Sexual violence is common in South Africa and approximately 52,000 episodes of rape or attempted rape are reported to the police annually.(1) Although the efficacy of post-rape antiretroviral prophylaxis has not been determined, zidovudine reduces the transmission of HIV after needlestick injury by 81%,(2) and zidovudine plus lamivudine are effective in reducing the transmission of HIV from mother to fetus during labor.(3) Adherence to antiretroviral prophylaxis after sexual assault has been reported to be poor in a variety of developed-world settings.(4) There are few data on the characteristics of patients presenting for post-rape care and on adherence to post-rape antiretroviral prophylaxis in developing world settings.
Given the high prevalence of HIV and large number of sexual assaults in South Africa, effective PEP for rape survivors is an important means for preventing HIV transmission and warrants further research. The low adherence and follow-up rates in this study are a concern, and highlight the need to improve support for rape survivors. Potential interventions include making post-rape services available in accessible community centers, increasing public awareness of the availability of services, reimbursing travel expenses, and closer monitoring of therapy. Programs should promote the importance of presenting for care as soon as possible after the assault, adhering to antiretroviral therapy, and returning for follow-up HIV testing.

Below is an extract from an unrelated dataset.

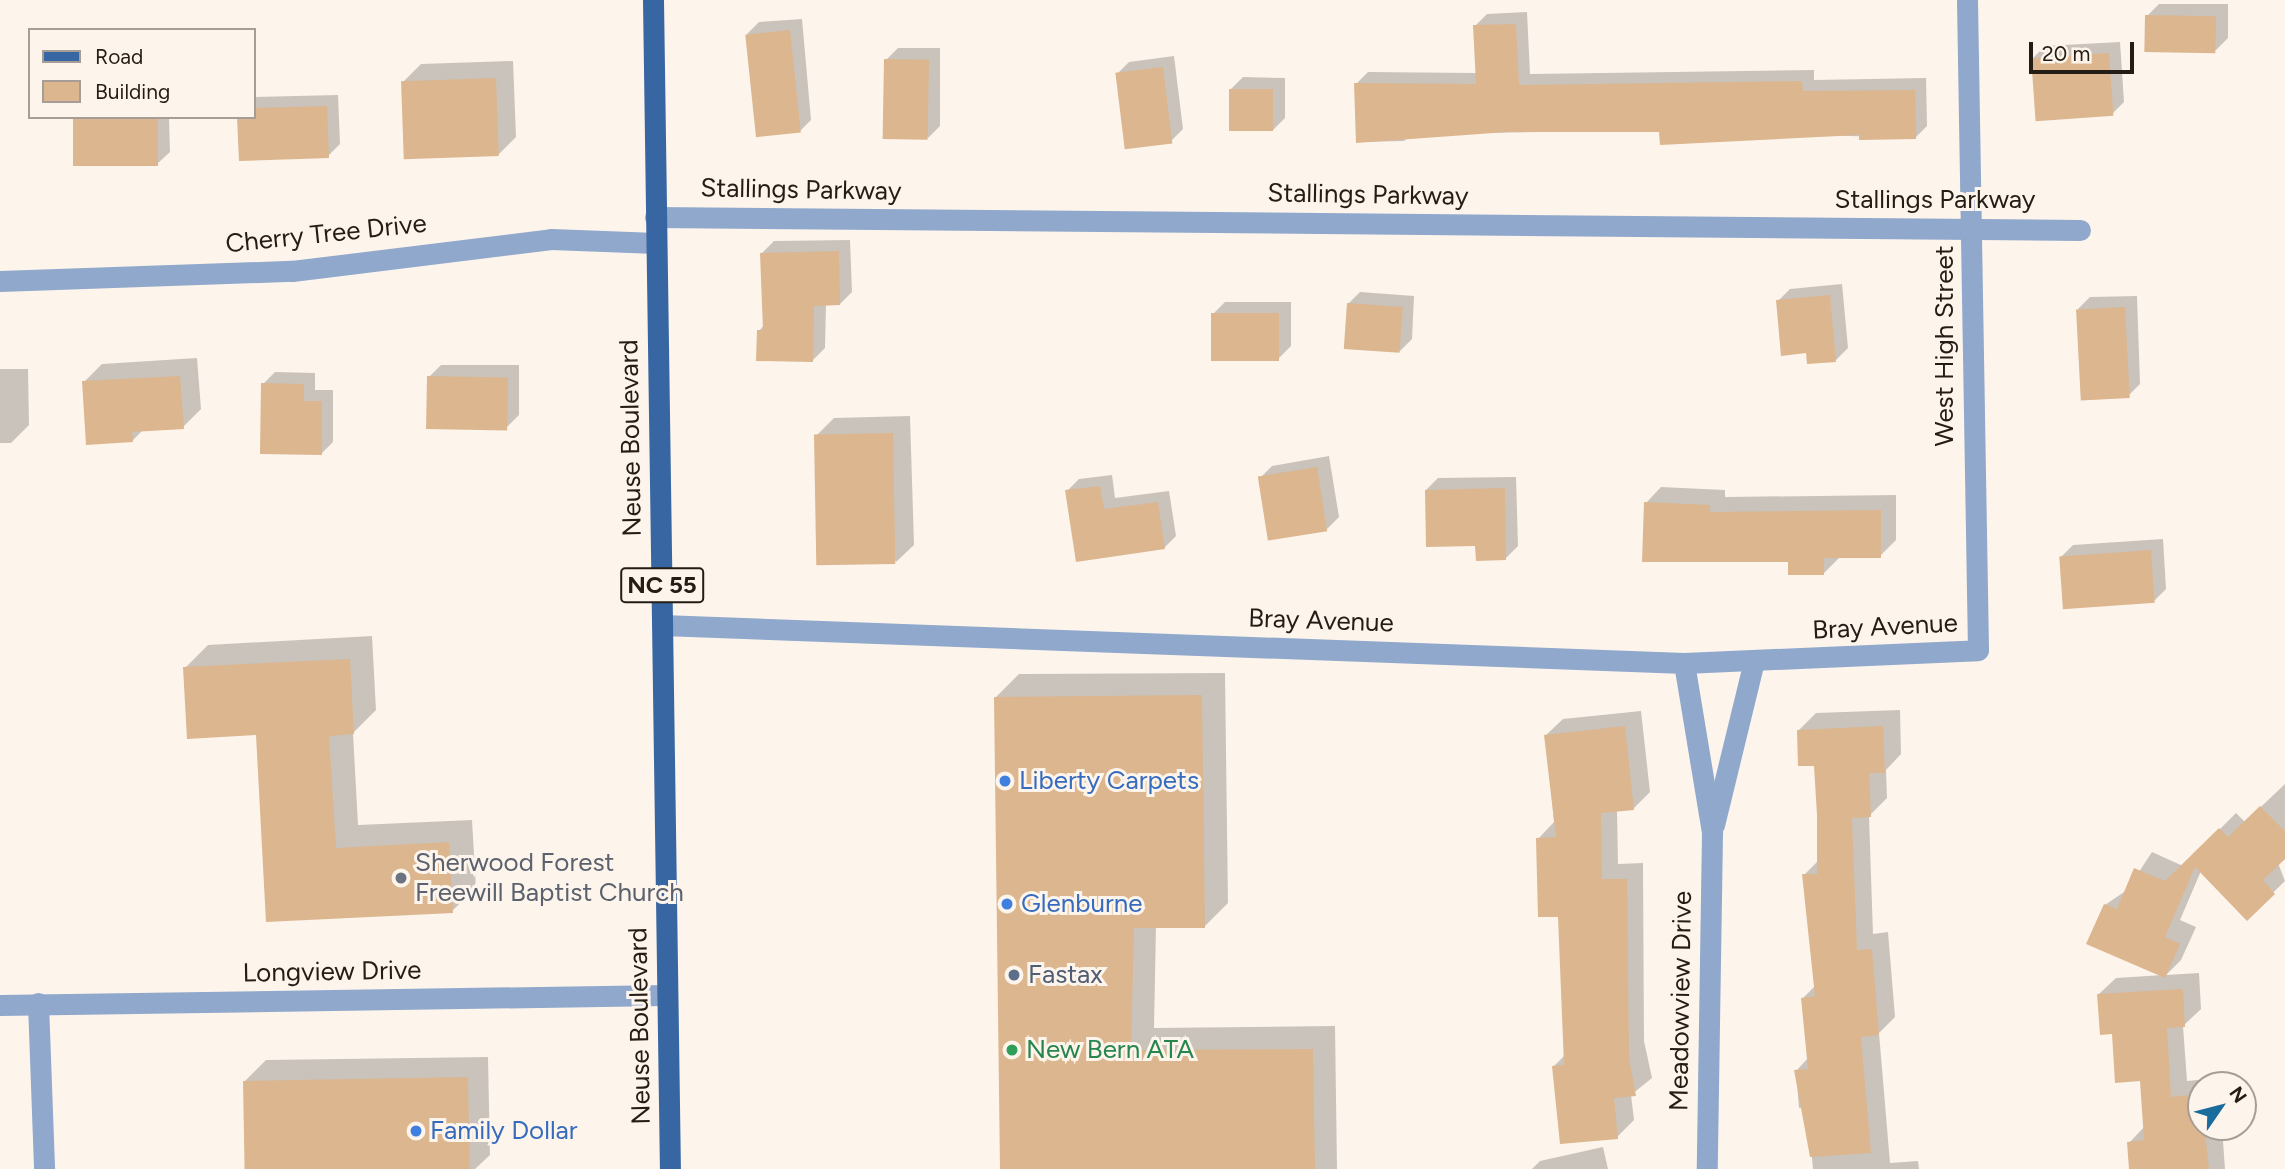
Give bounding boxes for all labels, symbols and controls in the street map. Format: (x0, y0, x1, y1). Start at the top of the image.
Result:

- Selebi J. Annual report of the National Commissioner of the South African Police Service: 1 April 2002 to 31 March 2003. Accessed Feb 2, 2007.
- Cardo DM, Culver DH, Ciesielski CA, Srivastava PU, Marcus R, Abiteboul D, et al. A case-control study of HIV seroconversion in health care workers after percutaneous exposure. Centers for Disease Control and Prevention Needlestick Surveillance Group. N Engl J Med 1997 Nov 20;337(21):1485-90.
- Petra Study Team. Efficacy of three short-course regimens of zidovudine and lamivudine in preventing early and late transmission of HIV-1 from mother to child in Tanzania, South Africa, and Uganda (Petra study): a randomised, double-blind, placebo-controlled trial. Lancet 2002 Apr 6;359(9313):1178-86.
- Smith DK, Grohskopf LA, Black RJ, Auerbach JD, Veronese F, Struble KA, et al. Antiretroviral postexposure prophylaxis after sexual, injection-drug use, or other nonoccupational exposure to HIV in the United States. MMWR Recomm Rep. 2005; 54(RR02):1-20.